For the entries below, print exactly the lines between the line holding "position:relative; height:1473px; overflow:hidden" and the line holding "flex:1; height:115px; border-radius:10px;", inclusive, and nothing else.
········
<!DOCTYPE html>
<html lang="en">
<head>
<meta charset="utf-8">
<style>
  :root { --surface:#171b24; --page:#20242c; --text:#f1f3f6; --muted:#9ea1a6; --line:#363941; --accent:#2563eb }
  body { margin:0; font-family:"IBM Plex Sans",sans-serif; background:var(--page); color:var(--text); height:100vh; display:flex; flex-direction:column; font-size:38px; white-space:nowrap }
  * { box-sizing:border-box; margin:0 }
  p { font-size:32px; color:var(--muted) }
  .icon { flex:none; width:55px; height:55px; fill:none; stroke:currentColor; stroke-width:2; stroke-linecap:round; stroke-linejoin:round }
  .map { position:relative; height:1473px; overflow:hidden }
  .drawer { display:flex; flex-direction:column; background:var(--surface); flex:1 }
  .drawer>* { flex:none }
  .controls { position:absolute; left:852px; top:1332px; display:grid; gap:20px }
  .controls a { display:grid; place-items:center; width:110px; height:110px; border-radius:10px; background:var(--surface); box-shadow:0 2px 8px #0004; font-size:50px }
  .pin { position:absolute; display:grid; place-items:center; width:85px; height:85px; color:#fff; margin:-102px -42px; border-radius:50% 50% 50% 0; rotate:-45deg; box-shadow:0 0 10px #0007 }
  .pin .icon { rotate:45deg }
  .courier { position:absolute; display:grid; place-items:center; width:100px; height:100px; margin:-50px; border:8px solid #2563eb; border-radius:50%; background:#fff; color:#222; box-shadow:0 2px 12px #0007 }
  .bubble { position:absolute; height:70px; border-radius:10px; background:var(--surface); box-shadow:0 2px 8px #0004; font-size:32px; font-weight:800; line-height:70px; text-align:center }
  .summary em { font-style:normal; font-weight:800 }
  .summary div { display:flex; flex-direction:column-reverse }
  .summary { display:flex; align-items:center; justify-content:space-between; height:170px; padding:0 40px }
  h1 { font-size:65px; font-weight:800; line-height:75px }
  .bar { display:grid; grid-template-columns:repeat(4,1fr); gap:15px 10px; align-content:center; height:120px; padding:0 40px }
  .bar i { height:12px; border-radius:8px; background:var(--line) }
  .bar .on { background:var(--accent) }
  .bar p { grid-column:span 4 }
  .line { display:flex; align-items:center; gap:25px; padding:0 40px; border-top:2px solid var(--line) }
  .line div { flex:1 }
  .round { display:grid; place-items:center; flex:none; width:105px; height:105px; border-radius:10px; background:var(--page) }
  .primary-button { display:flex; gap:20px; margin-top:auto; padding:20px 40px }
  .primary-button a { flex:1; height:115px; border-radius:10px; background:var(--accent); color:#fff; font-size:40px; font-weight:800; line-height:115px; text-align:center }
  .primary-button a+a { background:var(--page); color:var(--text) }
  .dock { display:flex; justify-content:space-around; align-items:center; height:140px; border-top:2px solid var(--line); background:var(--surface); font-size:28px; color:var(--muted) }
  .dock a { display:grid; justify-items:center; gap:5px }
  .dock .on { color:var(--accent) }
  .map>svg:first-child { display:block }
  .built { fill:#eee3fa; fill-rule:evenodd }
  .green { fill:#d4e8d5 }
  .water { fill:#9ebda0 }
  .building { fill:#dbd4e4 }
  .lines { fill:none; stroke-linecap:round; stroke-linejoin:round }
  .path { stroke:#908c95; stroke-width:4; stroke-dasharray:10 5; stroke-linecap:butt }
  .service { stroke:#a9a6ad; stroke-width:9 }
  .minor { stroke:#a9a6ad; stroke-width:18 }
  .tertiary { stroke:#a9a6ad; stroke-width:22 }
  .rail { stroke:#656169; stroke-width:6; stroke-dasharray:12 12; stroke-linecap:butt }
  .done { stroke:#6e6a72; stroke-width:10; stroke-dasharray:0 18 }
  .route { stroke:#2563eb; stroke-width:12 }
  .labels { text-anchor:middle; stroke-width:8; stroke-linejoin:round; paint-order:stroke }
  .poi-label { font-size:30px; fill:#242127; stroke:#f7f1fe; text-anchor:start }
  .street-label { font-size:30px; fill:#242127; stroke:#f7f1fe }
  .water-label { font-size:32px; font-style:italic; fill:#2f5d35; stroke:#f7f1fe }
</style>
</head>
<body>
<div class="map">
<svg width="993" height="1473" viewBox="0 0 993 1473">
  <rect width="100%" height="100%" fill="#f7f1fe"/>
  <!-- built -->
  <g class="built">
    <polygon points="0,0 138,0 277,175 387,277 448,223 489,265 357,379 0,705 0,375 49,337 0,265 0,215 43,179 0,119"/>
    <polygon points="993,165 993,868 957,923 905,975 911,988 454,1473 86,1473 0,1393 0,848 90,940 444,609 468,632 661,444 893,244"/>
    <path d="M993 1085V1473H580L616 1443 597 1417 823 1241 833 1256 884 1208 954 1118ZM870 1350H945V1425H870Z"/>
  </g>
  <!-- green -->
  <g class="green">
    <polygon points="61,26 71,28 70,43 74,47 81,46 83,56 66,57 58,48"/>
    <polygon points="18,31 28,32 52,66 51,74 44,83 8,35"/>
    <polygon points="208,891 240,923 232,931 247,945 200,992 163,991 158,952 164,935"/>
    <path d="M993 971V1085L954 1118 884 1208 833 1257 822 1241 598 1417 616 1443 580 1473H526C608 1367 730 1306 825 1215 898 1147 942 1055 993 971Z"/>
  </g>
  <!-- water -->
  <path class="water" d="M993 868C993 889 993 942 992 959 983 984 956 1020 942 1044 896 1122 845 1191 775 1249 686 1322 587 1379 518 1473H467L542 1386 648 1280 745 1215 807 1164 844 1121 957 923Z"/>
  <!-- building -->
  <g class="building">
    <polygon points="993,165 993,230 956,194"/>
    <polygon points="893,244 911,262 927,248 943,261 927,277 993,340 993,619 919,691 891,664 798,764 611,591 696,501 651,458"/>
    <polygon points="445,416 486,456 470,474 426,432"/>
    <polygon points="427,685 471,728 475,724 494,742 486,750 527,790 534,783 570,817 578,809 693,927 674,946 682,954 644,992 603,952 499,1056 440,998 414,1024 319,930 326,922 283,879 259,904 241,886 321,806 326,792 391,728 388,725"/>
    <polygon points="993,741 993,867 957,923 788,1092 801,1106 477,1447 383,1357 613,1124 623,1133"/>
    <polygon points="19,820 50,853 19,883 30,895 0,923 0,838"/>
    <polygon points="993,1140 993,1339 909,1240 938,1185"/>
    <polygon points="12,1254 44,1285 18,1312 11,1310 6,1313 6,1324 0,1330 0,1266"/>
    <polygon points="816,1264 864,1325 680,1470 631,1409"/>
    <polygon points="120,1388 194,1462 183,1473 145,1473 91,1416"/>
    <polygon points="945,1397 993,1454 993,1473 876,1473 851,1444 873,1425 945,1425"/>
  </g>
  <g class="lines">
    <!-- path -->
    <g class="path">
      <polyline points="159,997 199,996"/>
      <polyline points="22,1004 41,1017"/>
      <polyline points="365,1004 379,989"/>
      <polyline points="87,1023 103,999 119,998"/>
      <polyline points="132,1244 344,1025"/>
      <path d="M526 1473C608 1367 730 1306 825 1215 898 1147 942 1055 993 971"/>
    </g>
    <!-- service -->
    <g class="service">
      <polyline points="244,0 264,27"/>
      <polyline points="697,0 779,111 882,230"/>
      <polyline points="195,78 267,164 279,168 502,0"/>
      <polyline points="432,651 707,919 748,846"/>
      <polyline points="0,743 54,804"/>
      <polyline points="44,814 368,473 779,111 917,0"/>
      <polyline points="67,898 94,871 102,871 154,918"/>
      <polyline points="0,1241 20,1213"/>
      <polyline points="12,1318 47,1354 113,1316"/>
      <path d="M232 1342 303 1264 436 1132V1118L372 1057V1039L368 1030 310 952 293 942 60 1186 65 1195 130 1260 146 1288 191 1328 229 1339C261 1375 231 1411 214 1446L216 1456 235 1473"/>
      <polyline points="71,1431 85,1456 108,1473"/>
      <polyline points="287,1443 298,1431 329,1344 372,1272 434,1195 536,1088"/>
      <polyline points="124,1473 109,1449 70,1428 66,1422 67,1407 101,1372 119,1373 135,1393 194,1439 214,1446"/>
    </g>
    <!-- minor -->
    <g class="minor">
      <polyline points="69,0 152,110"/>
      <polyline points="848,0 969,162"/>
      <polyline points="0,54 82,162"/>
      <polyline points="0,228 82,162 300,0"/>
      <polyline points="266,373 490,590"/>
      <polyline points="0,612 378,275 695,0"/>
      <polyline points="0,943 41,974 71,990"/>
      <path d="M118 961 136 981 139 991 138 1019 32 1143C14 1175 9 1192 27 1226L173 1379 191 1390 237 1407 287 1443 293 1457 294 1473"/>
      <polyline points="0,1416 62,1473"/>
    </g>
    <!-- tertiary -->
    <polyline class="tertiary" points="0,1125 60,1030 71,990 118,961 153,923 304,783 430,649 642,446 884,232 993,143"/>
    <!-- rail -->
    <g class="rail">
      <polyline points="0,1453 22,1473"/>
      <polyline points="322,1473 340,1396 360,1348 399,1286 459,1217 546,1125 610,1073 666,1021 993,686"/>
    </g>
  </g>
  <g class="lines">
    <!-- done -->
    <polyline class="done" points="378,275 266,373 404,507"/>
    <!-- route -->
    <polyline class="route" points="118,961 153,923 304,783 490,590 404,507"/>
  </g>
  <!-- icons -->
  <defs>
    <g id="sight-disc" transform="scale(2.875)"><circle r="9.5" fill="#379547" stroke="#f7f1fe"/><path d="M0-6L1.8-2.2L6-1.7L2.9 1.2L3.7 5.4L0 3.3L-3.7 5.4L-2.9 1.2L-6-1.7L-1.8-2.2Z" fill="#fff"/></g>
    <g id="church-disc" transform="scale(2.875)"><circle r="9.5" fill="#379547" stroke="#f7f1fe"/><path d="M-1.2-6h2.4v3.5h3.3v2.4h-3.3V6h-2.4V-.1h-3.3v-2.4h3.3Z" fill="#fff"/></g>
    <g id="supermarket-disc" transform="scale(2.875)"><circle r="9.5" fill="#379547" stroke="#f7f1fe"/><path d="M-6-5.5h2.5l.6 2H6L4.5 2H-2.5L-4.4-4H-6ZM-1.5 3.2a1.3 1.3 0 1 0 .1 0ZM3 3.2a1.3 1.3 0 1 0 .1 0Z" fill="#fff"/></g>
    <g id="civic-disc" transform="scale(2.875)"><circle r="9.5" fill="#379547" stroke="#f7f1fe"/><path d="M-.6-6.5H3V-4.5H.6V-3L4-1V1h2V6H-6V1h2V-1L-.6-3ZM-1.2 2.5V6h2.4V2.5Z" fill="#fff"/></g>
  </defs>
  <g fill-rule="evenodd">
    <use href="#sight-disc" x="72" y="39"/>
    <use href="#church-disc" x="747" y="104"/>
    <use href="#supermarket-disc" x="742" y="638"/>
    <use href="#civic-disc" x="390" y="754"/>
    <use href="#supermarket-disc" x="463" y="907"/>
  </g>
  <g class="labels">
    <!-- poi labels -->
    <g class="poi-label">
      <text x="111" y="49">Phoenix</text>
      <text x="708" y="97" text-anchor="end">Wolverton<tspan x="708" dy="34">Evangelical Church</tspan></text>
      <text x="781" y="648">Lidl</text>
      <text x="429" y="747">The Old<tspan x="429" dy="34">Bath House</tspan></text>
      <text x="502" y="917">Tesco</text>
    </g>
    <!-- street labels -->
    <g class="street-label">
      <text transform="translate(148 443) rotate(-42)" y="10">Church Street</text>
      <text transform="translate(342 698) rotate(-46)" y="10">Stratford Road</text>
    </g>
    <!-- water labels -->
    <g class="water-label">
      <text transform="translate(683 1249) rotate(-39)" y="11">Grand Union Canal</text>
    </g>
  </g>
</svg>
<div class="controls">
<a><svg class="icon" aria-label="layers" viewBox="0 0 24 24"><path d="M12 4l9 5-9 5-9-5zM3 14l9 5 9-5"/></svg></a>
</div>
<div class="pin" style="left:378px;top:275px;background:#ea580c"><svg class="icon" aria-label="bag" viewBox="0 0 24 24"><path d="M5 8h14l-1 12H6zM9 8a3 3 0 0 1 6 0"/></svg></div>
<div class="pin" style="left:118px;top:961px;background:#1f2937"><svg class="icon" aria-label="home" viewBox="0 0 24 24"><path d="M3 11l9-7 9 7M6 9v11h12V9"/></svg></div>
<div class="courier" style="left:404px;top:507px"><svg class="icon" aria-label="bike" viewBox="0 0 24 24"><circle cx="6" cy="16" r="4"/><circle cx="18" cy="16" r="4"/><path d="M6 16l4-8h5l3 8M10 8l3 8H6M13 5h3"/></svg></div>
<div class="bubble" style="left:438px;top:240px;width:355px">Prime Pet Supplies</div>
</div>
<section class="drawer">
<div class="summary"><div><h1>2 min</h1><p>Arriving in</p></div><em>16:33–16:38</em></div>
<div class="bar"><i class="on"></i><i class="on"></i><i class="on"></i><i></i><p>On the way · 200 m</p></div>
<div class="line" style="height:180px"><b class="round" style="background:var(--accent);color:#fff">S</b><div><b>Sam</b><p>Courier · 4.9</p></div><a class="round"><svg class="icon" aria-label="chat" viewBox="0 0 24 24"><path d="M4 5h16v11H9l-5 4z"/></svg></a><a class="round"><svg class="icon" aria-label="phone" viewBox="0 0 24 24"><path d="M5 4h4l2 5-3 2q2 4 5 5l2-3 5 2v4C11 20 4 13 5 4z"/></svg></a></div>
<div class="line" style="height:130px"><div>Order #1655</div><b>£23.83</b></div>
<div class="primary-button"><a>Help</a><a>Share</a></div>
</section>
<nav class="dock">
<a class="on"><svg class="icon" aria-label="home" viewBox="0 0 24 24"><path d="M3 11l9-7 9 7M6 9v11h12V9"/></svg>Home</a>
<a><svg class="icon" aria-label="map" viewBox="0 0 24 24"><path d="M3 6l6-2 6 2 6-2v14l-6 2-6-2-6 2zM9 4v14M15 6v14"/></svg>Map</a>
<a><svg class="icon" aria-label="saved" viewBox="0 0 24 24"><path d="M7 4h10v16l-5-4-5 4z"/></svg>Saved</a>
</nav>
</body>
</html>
········
*Answer to the problem*.
  .map { position:relative; height:1473px; overflow:hidden }
  .drawer { display:flex; flex-direction:column; background:var(--surface); flex:1 }
  .drawer>* { flex:none }
  .controls { position:absolute; left:852px; top:1332px; display:grid; gap:20px }
  .controls a { display:grid; place-items:center; width:110px; height:110px; border-radius:10px; background:var(--surface); box-shadow:0 2px 8px #0004; font-size:50px }
  .pin { position:absolute; display:grid; place-items:center; width:85px; height:85px; color:#fff; margin:-102px -42px; border-radius:50% 50% 50% 0; rotate:-45deg; box-shadow:0 0 10px #0007 }
  .pin .icon { rotate:45deg }
  .courier { position:absolute; display:grid; place-items:center; width:100px; height:100px; margin:-50px; border:8px solid #2563eb; border-radius:50%; background:#fff; color:#222; box-shadow:0 2px 12px #0007 }
  .bubble { position:absolute; height:70px; border-radius:10px; background:var(--surface); box-shadow:0 2px 8px #0004; font-size:32px; font-weight:800; line-height:70px; text-align:center }
  .summary em { font-style:normal; font-weight:800 }
  .summary div { display:flex; flex-direction:column-reverse }
  .summary { display:flex; align-items:center; justify-content:space-between; height:170px; padding:0 40px }
  h1 { font-size:65px; font-weight:800; line-height:75px }
  .bar { display:grid; grid-template-columns:repeat(4,1fr); gap:15px 10px; align-content:center; height:120px; padding:0 40px }
  .bar i { height:12px; border-radius:8px; background:var(--line) }
  .bar .on { background:var(--accent) }
  .bar p { grid-column:span 4 }
  .line { display:flex; align-items:center; gap:25px; padding:0 40px; border-top:2px solid var(--line) }
  .line div { flex:1 }
  .round { display:grid; place-items:center; flex:none; width:105px; height:105px; border-radius:10px; background:var(--page) }
  .primary-button { display:flex; gap:20px; margin-top:auto; padding:20px 40px }
  .primary-button a { flex:1; height:115px; border-radius:10px; background:var(--accent); color:#fff; font-size:40px; font-weight:800; line-height:115px; text-align:center }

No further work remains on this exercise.